We all have them - days when there is no will or energy to accomplish what is needed. Yet somehow, I've got to push through or the resulting consequences will just add to the chaos.
(insert photo of messy kitchen here!)
When I am unmotivated, it is usually because I'm feeling ovewhelmed. I feel like there is too much to do and no way to do everything expected (by me or by others), so my reaction is to shut down. "If I can't get it all done, I won't do any of it," I think. But that is faulty logic. In my response to do nothing, I only compound my problem and add more to the already-too-long list.
I do much better if I set a small goal, that is quickly accomplished. Then I can quit with at least one thing done, or keep pressing forward. If I set my expectations a bit lower and force myself to accomplish one task quickly, I usually gain the momentum to keep working toward my total action list. Here is a recent example:
On a typical Thursday, M has the children, so this is the day that I work late, run errands and catch up on house-cleaning/laundry. Yesterday I worked almost nine hours, then ran two errands before running home to unload everything and get ready for my son's Valentine's Day concert (yes, first grade had a Valentine performance). I had about 40 minutes at home before I would need to leave again, and all I wanted to do was crash .... still I knew when I got home from the performance, I would want to crash even more!
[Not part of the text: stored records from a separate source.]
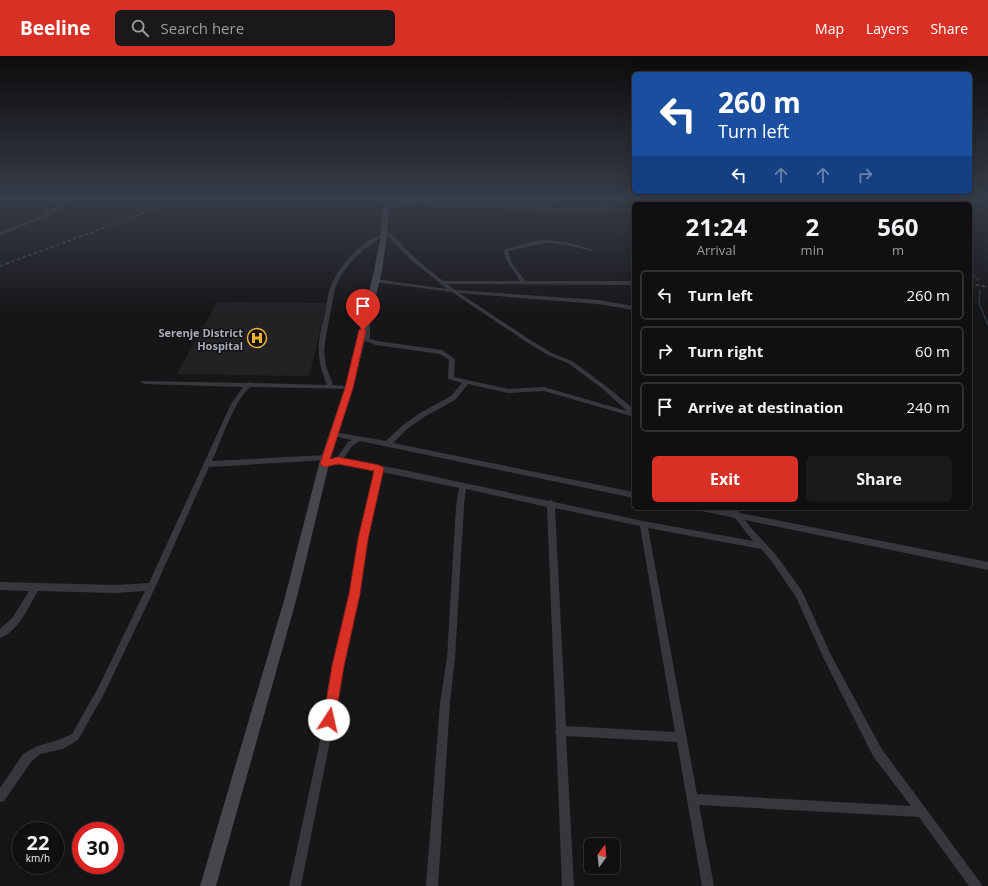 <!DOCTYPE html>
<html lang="en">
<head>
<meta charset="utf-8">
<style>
  :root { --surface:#101012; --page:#19191b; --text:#f1f3f6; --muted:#9c9d9f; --line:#303032; --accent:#d93025 }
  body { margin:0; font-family:"Open Sans",sans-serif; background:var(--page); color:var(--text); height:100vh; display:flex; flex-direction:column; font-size:15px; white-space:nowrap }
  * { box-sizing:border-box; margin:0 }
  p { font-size:13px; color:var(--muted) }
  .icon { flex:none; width:22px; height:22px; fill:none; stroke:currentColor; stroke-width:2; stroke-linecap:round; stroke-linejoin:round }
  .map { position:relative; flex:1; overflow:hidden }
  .panel { position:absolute; left:632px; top:146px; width:340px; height:308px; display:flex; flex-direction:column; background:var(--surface); border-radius:6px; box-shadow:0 4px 16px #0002,0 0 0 1px var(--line) }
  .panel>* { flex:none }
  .hud { position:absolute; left:632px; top:16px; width:340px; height:122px; border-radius:6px; box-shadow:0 4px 16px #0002,0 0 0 1px var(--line); background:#1a4fa0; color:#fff; overflow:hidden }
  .needle { width:26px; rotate:15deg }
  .fabs { position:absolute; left:584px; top:782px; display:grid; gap:8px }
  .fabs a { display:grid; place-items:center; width:36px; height:36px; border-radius:6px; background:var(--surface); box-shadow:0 4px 16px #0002,0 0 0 1px var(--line); font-size:20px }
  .speed { position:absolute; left:12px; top:766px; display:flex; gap:8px; font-size:20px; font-weight:700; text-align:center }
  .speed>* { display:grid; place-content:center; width:52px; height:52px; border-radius:50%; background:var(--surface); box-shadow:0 4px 16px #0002,0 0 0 1px var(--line); line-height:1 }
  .speed small { font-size:10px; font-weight:400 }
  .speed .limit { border:6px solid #d22; background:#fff; color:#111 }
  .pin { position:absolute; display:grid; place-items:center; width:34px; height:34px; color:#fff; margin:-41px -17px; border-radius:50% 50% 50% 0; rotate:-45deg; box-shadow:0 0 4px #0007 }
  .pin .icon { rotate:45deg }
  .me { position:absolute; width:44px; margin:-22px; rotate:10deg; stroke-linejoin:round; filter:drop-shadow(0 0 3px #0008) }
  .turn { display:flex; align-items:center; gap:14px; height:84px; padding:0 20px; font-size:18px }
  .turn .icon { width:52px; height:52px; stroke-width:2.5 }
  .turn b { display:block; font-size:28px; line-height:34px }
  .lanes { display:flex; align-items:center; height:38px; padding:0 20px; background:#0003; justify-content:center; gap:20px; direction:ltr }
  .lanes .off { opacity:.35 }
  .eta { display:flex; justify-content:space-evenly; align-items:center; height:68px; text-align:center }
  .eta b { font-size:24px; font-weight:700; line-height:28px }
  .primary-button { display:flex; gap:8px; margin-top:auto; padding:8px 20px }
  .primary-button a { flex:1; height:46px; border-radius:6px; background:var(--accent); color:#fff; font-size:16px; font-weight:700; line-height:46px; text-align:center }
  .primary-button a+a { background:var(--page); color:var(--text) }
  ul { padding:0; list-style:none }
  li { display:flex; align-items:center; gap:12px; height:50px; margin:0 8px 6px; padding:0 12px; border:2px solid var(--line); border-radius:6px }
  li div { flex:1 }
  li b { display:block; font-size:15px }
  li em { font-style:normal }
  header { display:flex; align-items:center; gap:24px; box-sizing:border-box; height:56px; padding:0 20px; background:var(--accent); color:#fff }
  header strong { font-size:19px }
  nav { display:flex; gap:22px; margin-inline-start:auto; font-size:14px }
  .search { width:280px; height:36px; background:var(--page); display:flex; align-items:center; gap:10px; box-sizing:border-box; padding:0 14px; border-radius:6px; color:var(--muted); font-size:15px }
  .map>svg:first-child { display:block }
  .built { fill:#222225 }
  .green { fill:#1e261f }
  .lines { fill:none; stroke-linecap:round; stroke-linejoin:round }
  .stream { stroke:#2c353c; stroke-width:1.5 }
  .minor { fill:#37383d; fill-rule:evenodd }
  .secondary { fill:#45474d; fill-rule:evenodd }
  .rail { stroke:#4a4c52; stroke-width:1.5; stroke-dasharray:3.5 2.5; stroke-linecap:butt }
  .route { fill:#d93025; stroke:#8d1f18 }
  .labels { text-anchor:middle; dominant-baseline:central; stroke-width:3; stroke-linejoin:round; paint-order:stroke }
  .poi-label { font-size:11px; font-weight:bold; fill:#a8adb8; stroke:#111113; text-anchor:end }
</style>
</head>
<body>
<header>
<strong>Beeline</strong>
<div class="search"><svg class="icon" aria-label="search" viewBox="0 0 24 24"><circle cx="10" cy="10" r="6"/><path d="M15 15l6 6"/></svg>Search here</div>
<nav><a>Map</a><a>Layers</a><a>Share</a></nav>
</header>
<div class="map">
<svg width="988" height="830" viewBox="0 0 988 830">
  <rect width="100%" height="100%" fill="#161618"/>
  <!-- built -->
  <path class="built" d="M217,246L327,247L309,320L177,318Z"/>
  <!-- green -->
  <path class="green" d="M905,143H944L939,148H913Z"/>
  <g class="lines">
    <!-- stream -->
    <path class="stream" d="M910,148L914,143
      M970,216L978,224
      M980,234L979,247L988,269"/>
    <!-- minor -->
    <path class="minor" d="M37,143C42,143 48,145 54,145C62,145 70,142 77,143L68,147L45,162L0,179V176L41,160L62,147C53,148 44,148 37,143Z
      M600,143H604L609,154V155H583L404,149L392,151L387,157L383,156L389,149L404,147L604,153Z
      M740,143H744L750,148H745Z
      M784,143H790L804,148H798Z
      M382,173H386L415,202L443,225H520L507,205L503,194L535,185L546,184L566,186L594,194L592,195L566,189L546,187L508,195L511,205L525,225H634V229L447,228L455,234L598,244L634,250V254L598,248L459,237L532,285L552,297L572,305L607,331L634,353V361L544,335L508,337L468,328L455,344L424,361L407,373L393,387L634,436V442L360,385L352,390L343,403L399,413L548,445L551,444L554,446L643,465L753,485L735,462L701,455L698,454L697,452H716L730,455L728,452H736L740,457L988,506V514L745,464L752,473L776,499L802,535L830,597L881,692L980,826L982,830H969L919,761L699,749L714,830H702L677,686L566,680L574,830H562L556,678L555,675L556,673L547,451L466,433L464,450L455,602L450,647L438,830H426L440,647L447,602L456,450L459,432L382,416L367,483L358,538L343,610L329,690L301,830H289L319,690L333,610L350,538L359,483L375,414L338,408L324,411L322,410L321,408L322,406L336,403L348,386L352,384L334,380L331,378L334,376L386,385L403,369L420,357L451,340L462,327L449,323L448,322L449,304L440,298L376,289L365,285V266H369L370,267V283L377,285L442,294L455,303L454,321L508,333L544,331L627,355L603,333L568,307L548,299L528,287L452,236L374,226L373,225L376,223L447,233L411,204L386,178L363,194L350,207L340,221L335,232L326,280L324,295L326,310L333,329L349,330L352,332L351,333L250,331C234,345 221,385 212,405L326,399L329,402L328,404L209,411L154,534L104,638L78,684L63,693L40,698L31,706L4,745L0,746V732L23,698L35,691L61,683L72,678L98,632L145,535L115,537L38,535C28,551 19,575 0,582V573L13,561L29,535L0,534V526L115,529L149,527L231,348L243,331L144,328L141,326L142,325L247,327L250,326L252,327L327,329C323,319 319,308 319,296C318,283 322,270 325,257C327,249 327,241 330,233C337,210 362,185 384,177L382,174ZM555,452L640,470L675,676L566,670ZM648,472L761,493L770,503L796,541L824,603L873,700L911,750L697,738Z"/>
    <!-- secondary -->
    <path class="secondary" d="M383,143H389L387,178L382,215L353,332L329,408L297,541L216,830H200L285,541L319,408L345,332L374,215L381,178Z"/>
    <!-- rail -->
    <path class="rail" d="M710,143L722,148
      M0,210L182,143
      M970,228L988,231"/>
  </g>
  <!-- sky -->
  <linearGradient id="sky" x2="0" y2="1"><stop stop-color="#0c0c0d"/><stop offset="0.55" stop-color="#363c48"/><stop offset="1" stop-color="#363c48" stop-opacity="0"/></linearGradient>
  <rect width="988" height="259" fill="url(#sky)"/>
  <!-- route -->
  <path class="route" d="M363,272L366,274L353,332L330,403L338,401L379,409L384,412L368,483L360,538L344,610L335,664L333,668L329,670L324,668L323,664L332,610L349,538L358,483L374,415L338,408L324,411L320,408L345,332L359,274Z"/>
  <!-- icons -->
  <defs>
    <g id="hospital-ring" transform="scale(1)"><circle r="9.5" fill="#111113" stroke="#f2b134" stroke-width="1.5"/><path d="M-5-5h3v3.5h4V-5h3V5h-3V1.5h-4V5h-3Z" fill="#f2b134"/></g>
  </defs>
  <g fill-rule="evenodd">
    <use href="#hospital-ring" x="257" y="282"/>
  </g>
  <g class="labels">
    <!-- poi labels -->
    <g class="poi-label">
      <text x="243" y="276">Serenje District<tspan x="243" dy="13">Hospital</tspan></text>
    </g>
  </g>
</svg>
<div class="fabs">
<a><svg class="needle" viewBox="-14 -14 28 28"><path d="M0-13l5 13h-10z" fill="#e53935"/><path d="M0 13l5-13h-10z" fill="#9c9d9f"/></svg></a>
</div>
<div class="speed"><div>22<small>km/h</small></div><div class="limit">30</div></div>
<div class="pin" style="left:363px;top:274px;background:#d93025"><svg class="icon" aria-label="arrive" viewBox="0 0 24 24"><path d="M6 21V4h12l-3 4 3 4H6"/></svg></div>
<svg class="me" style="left:329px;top:664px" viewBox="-20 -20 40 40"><circle r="19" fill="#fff"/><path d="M0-13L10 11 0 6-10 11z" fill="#d93025"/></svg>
<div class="hud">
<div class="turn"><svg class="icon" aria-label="left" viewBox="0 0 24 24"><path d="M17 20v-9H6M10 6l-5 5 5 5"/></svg><div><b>260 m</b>Turn left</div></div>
<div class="lanes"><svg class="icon" aria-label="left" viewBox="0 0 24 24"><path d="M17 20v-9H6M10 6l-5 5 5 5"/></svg><svg class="icon off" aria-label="ahead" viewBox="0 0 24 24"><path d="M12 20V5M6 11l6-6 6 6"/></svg><svg class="icon off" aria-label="ahead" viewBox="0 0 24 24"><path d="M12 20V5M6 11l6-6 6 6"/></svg><svg class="icon off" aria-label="right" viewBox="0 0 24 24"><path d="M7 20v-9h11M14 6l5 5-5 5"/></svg></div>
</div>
<section class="panel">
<div class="eta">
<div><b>21:24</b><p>Arrival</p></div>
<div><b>2</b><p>min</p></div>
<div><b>560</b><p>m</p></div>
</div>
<ul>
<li><svg class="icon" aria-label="left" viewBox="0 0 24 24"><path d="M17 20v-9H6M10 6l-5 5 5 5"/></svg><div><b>Turn left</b></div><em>260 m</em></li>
<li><svg class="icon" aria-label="right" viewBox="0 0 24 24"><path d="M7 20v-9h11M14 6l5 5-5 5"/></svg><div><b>Turn right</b></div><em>60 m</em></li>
<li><svg class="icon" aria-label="arrive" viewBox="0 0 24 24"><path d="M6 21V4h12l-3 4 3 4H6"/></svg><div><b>Arrive at destination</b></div><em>240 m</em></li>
</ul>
<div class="primary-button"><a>Exit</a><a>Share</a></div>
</section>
</div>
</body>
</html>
So, I decided to just empty the dishwasher, get the clean dishes put away. That was it. I could handle that. Within seven minutes, that was accomplished. I felt better and decided to go ahead and clear out the sinks so I quickly put the few dirty items into the dishwasher. While I was at it, I wiped down the counters, sink and a random sticky spot on the floor (we get a lot of those?).
I had only been home for twenty minutes.
Feeling buoyed by my quick success, I emptied the dryer load into a basket, moved the stuff from the washer to the dryer and started a new load in the washing maching. I had just enough time to freshen my makeup, grab a coat and head off to the first grade presentation.
When I arrived home an hour later (first grade presentations aren't long), I was able to tackle the vacuming, then fold and put away laundry while relaxing front of mindless television. By breaking up the tasks into small little pieces it was so much easier to tackle and gain a sense of accomplishment. There was more I could have done, but there always is.